(Collected data)
☆ ☆ ☆
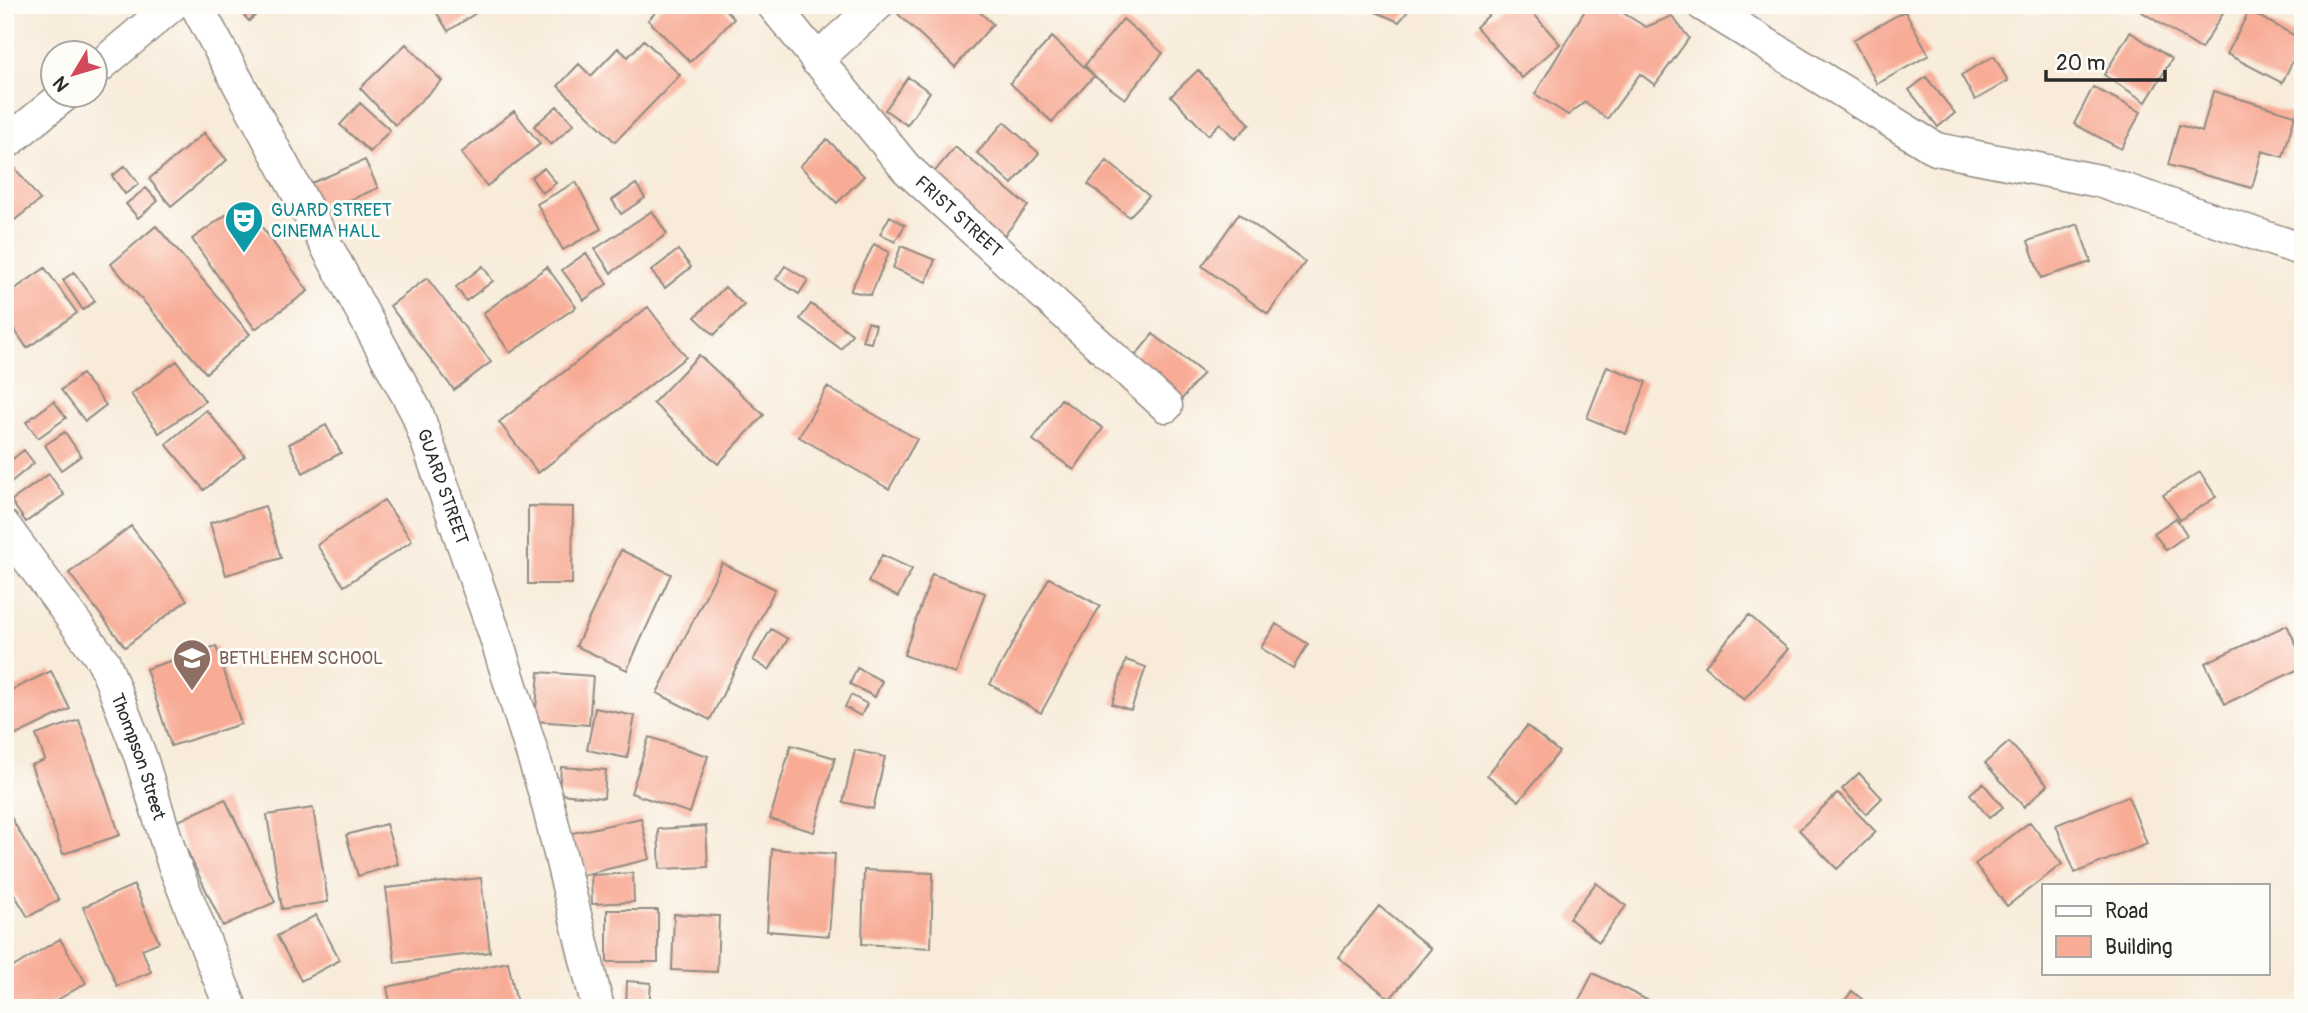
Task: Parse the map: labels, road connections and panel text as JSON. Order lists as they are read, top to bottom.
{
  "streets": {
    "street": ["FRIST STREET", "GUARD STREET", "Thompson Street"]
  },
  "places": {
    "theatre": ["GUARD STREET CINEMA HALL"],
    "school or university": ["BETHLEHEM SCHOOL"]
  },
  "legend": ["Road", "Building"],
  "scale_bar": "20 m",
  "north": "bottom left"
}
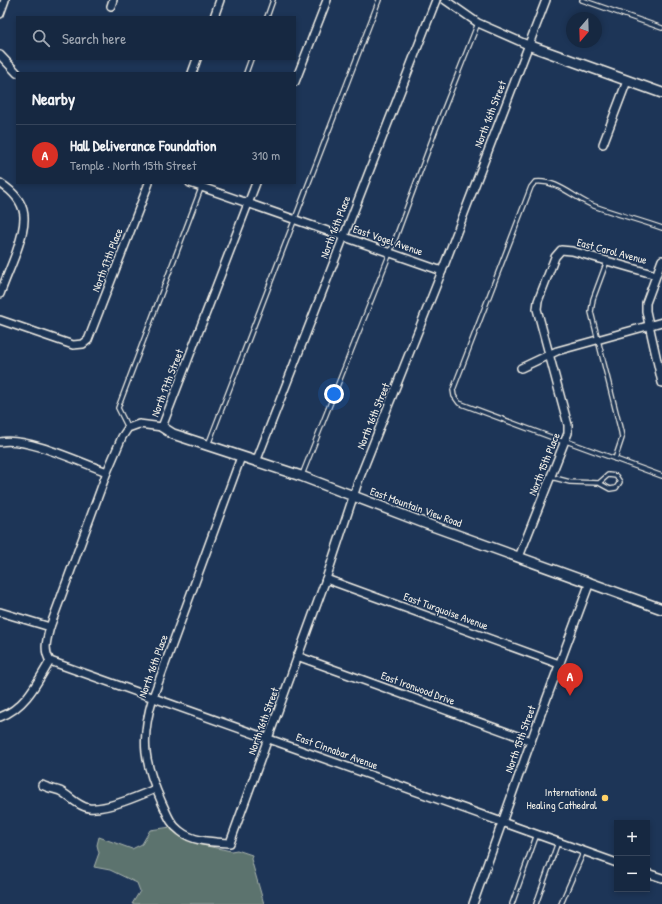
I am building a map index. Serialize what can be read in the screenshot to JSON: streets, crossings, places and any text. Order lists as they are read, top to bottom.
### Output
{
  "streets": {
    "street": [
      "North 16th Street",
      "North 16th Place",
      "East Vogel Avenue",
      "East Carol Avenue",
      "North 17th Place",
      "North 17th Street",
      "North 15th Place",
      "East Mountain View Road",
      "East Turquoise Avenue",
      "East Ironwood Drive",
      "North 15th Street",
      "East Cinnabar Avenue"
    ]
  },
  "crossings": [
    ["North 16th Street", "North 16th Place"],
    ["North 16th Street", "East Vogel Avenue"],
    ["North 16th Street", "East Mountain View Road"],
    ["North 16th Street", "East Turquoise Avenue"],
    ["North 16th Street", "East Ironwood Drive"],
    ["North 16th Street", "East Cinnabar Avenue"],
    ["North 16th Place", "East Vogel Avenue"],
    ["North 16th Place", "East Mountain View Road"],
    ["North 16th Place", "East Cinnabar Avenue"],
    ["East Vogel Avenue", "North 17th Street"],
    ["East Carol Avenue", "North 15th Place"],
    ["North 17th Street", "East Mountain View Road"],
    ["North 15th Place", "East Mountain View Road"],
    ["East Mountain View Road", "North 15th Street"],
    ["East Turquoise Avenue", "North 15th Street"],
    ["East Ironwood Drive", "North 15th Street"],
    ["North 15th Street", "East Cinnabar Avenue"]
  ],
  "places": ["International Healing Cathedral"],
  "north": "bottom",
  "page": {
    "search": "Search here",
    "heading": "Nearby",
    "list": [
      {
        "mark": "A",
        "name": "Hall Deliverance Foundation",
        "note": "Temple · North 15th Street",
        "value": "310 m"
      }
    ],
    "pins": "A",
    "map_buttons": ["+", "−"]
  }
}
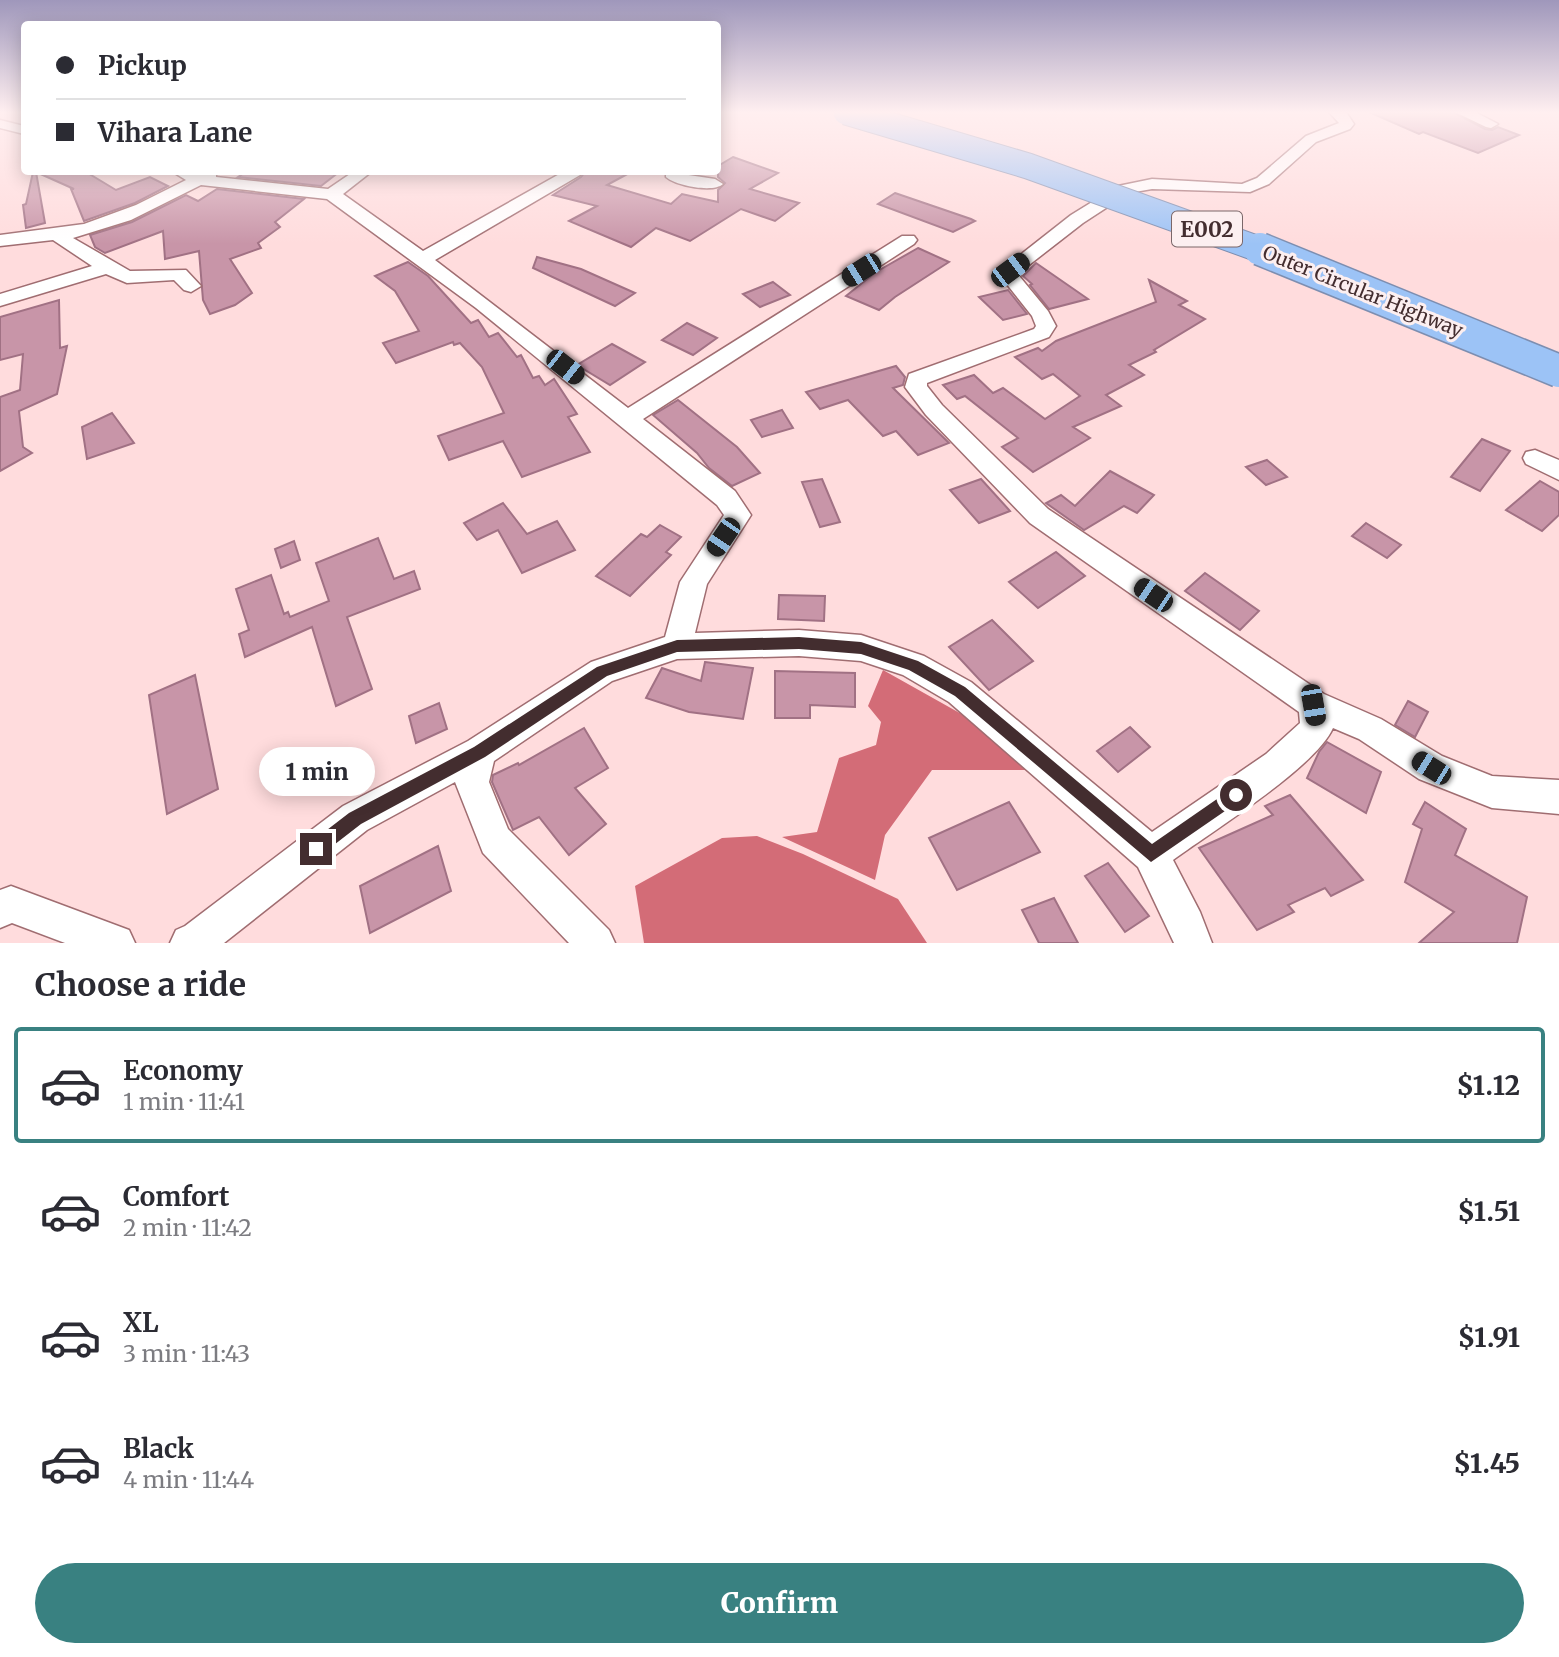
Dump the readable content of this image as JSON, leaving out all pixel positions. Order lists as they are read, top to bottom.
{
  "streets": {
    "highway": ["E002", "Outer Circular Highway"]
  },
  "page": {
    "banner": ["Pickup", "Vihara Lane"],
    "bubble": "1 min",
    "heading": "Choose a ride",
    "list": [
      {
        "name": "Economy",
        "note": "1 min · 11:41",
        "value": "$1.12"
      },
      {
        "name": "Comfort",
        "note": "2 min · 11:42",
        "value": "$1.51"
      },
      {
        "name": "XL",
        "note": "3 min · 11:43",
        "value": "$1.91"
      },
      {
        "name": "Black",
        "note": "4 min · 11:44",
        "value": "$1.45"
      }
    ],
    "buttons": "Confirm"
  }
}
☆ ☆ ☆
• DESCRIPTION OF THE TASK: Except for the pictures, print the data above exactly.

• SOLUTION TO THIS EXERCISE:
Task: Parse the map: labels, road connections and panel text as JSON. Order lists as they are read, top to bottom.
{
  "streets": {
    "street": ["FRIST STREET", "GUARD STREET", "Thompson Street"]
  },
  "places": {
    "theatre": ["GUARD STREET CINEMA HALL"],
    "school or university": ["BETHLEHEM SCHOOL"]
  },
  "legend": ["Road", "Building"],
  "scale_bar": "20 m",
  "north": "bottom left"
}
I am building a map index. Serialize what can be read in the screenshot to JSON: streets, crossings, places and any text. Order lists as they are read, top to bottom.
### Output
{
  "streets": {
    "street": [
      "North 16th Street",
      "North 16th Place",
      "East Vogel Avenue",
      "East Carol Avenue",
      "North 17th Place",
      "North 17th Street",
      "North 15th Place",
      "East Mountain View Road",
      "East Turquoise Avenue",
      "East Ironwood Drive",
      "North 15th Street",
      "East Cinnabar Avenue"
    ]
  },
  "crossings": [
    ["North 16th Street", "North 16th Place"],
    ["North 16th Street", "East Vogel Avenue"],
    ["North 16th Street", "East Mountain View Road"],
    ["North 16th Street", "East Turquoise Avenue"],
    ["North 16th Street", "East Ironwood Drive"],
    ["North 16th Street", "East Cinnabar Avenue"],
    ["North 16th Place", "East Vogel Avenue"],
    ["North 16th Place", "East Mountain View Road"],
    ["North 16th Place", "East Cinnabar Avenue"],
    ["East Vogel Avenue", "North 17th Street"],
    ["East Carol Avenue", "North 15th Place"],
    ["North 17th Street", "East Mountain View Road"],
    ["North 15th Place", "East Mountain View Road"],
    ["East Mountain View Road", "North 15th Street"],
    ["East Turquoise Avenue", "North 15th Street"],
    ["East Ironwood Drive", "North 15th Street"],
    ["North 15th Street", "East Cinnabar Avenue"]
  ],
  "places": ["International Healing Cathedral"],
  "north": "bottom",
  "page": {
    "search": "Search here",
    "heading": "Nearby",
    "list": [
      {
        "mark": "A",
        "name": "Hall Deliverance Foundation",
        "note": "Temple · North 15th Street",
        "value": "310 m"
      }
    ],
    "pins": "A",
    "map_buttons": ["+", "−"]
  }
}
Dump the readable content of this image as JSON, leaving out all pixel positions. Order lists as they are read, top to bottom.
{
  "streets": {
    "highway": ["E002", "Outer Circular Highway"]
  },
  "page": {
    "banner": ["Pickup", "Vihara Lane"],
    "bubble": "1 min",
    "heading": "Choose a ride",
    "list": [
      {
        "name": "Economy",
        "note": "1 min · 11:41",
        "value": "$1.12"
      },
      {
        "name": "Comfort",
        "note": "2 min · 11:42",
        "value": "$1.51"
      },
      {
        "name": "XL",
        "note": "3 min · 11:43",
        "value": "$1.91"
      },
      {
        "name": "Black",
        "note": "4 min · 11:44",
        "value": "$1.45"
      }
    ],
    "buttons": "Confirm"
  }
}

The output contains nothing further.